L’éminent Jacques Delors, personnage clé de l’établissement de l’Union européenne, avait assombri les perspectives de la gauche en décidant de ne pas se porter candidat à la présidence en 1995, et ce malgré le fait qu’il était le choix prédominant des enquêtes d’opinion. Il craignait d’être entravé dans sa capacité à diriger.
Jacques Delors, qui nous a quitté le mercredi 27 décembre à l’âge de 98 ans, est célèbre pour avoir été l’un des grands bâtisseurs de l’Europe. Il est également resté célèbre pour avoir refusé de se présenter aux élections présidentielles de 1995. Ce geste a marqué l’Histoire. Le dimanche 11 décembre 1994, la nation regardait l’émission télévisée 7 sur 7 diffusée sur TF1. Anne Sinclair, l’animatrice principale de l’émission, lui reposa la question qu’il avait évitée en début d’émission. Devant la caméra, Jacques Delors a alors dévoilé sa décision : « J’ai décidé de ne pas être candidat à la présidence de la République. » Cela a créé un véritable bouleversement !

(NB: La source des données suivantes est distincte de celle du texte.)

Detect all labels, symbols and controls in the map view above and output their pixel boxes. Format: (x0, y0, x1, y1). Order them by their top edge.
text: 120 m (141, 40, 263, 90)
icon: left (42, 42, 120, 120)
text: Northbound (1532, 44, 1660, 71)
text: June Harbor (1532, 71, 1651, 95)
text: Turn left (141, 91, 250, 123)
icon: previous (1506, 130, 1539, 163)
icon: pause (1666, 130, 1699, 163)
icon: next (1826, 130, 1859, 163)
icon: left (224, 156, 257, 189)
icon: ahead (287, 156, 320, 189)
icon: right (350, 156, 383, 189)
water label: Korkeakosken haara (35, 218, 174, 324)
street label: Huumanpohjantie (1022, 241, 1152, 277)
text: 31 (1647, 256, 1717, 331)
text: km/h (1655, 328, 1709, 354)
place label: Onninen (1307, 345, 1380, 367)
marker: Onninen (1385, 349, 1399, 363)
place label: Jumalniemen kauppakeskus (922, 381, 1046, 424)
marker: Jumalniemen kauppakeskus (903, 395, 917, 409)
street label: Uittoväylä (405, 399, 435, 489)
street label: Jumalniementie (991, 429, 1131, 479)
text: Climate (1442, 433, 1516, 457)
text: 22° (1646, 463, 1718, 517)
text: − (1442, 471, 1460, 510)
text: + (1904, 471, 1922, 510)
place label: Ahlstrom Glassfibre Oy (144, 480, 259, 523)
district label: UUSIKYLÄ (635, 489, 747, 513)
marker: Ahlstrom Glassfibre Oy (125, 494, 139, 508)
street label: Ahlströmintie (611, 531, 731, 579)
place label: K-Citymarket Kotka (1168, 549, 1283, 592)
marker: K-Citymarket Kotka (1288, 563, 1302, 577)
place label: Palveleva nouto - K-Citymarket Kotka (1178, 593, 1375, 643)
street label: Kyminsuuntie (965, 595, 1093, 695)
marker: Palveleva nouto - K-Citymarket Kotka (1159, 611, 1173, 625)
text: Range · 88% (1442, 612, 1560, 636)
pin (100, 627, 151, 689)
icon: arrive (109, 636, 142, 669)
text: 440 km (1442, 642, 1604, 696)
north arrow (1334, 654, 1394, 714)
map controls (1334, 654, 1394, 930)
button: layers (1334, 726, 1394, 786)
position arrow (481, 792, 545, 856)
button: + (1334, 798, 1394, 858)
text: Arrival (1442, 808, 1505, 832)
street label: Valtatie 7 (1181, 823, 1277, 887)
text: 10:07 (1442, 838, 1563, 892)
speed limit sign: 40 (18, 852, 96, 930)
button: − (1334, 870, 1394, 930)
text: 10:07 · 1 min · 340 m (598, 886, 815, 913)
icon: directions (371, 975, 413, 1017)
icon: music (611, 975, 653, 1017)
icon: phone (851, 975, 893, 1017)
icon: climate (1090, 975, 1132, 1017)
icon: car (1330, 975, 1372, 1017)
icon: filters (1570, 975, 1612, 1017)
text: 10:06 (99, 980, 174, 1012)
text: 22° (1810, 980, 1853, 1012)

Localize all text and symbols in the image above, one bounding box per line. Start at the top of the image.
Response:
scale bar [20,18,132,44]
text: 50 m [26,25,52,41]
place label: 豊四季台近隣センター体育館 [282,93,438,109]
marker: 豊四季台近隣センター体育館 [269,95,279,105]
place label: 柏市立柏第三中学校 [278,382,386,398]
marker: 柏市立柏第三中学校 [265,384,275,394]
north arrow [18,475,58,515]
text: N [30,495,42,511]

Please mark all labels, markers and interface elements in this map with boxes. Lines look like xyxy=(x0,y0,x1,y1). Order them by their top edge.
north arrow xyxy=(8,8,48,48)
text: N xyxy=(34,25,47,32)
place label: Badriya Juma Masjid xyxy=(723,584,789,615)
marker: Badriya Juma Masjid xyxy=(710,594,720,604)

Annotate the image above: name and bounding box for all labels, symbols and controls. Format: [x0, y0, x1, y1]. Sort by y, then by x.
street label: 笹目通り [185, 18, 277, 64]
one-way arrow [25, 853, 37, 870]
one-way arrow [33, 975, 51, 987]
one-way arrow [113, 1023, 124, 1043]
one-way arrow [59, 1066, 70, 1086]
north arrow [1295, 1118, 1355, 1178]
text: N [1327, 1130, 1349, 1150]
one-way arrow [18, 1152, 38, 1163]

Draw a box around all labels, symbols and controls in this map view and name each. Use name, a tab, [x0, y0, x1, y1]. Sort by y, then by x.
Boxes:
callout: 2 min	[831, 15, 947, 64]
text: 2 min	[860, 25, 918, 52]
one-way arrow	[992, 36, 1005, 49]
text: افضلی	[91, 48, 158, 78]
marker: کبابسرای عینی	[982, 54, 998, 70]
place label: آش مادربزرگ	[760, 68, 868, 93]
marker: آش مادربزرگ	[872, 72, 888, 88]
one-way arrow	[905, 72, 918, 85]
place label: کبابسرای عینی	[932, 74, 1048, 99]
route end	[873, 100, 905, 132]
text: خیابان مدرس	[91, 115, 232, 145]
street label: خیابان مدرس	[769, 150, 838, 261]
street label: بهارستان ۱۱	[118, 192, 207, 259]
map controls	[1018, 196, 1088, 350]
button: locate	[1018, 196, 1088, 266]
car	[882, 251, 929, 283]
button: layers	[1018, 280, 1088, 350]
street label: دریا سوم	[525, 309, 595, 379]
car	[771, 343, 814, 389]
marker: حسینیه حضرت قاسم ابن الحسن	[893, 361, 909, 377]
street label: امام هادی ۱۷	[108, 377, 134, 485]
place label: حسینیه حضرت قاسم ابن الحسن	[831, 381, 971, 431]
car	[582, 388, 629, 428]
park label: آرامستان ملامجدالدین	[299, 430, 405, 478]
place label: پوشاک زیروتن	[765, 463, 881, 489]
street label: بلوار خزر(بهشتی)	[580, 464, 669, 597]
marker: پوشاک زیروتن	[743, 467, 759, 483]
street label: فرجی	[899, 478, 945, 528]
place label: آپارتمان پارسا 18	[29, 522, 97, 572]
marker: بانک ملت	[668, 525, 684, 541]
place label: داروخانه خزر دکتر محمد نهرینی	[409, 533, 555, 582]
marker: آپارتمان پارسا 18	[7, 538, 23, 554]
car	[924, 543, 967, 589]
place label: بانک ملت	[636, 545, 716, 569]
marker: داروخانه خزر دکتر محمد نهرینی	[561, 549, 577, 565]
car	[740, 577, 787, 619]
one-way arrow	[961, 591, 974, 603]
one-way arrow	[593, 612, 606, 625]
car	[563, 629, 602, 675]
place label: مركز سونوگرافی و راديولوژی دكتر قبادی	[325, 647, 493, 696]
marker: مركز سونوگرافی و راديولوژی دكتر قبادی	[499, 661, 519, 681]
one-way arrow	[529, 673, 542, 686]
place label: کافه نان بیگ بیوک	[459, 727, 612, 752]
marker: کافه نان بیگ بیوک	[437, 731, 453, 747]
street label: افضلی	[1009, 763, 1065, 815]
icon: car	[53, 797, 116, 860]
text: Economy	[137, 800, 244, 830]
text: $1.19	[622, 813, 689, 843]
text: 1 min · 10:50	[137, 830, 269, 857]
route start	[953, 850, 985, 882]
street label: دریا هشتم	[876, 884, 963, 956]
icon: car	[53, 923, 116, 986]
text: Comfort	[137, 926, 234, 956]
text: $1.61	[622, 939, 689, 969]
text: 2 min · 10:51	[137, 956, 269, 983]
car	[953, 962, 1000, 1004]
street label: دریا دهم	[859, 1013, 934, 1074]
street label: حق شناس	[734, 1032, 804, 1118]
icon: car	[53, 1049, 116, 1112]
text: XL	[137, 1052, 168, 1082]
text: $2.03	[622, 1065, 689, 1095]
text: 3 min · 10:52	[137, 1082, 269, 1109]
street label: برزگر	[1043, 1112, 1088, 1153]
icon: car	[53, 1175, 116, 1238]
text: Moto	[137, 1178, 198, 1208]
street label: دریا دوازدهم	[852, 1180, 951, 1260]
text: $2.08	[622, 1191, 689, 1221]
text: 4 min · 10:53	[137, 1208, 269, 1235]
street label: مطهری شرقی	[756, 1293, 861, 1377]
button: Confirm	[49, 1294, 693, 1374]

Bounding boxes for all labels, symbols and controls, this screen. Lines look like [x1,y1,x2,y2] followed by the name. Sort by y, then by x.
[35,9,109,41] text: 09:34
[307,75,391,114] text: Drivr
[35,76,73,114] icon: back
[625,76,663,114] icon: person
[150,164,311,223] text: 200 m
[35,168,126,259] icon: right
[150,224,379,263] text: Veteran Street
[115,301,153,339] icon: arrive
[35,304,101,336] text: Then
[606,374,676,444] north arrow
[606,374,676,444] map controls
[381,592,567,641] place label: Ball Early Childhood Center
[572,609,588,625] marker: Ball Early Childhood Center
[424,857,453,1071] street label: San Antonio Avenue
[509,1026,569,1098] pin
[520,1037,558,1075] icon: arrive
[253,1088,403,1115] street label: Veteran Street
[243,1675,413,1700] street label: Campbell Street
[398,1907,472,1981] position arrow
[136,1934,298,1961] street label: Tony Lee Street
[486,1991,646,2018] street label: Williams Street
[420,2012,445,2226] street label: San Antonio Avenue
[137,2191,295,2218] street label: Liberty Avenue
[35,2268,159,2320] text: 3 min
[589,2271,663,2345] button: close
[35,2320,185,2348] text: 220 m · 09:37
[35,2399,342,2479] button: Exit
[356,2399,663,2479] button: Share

Son choix de ne pas revivre le phénomène de la cohabitation
En refusant de se présenter, celui qui était encore président de la Commission européenne pendant un mois renonçait ainsi à succéder à François Mitterrand, après avoir été son ministre de l’Économie et des Finances en 1981, alors que la gauche venait de l’emporter. Sa décision paraissait incompréhensible à tous. Il a cité des raisons personnelles, telles que son âge à venir, près de 70 ans. Il déclara également qu’il ne basait pas sa vie sur des ambitions de carrière ou la conquête de postes, ce qui est assez exceptionnel en politique.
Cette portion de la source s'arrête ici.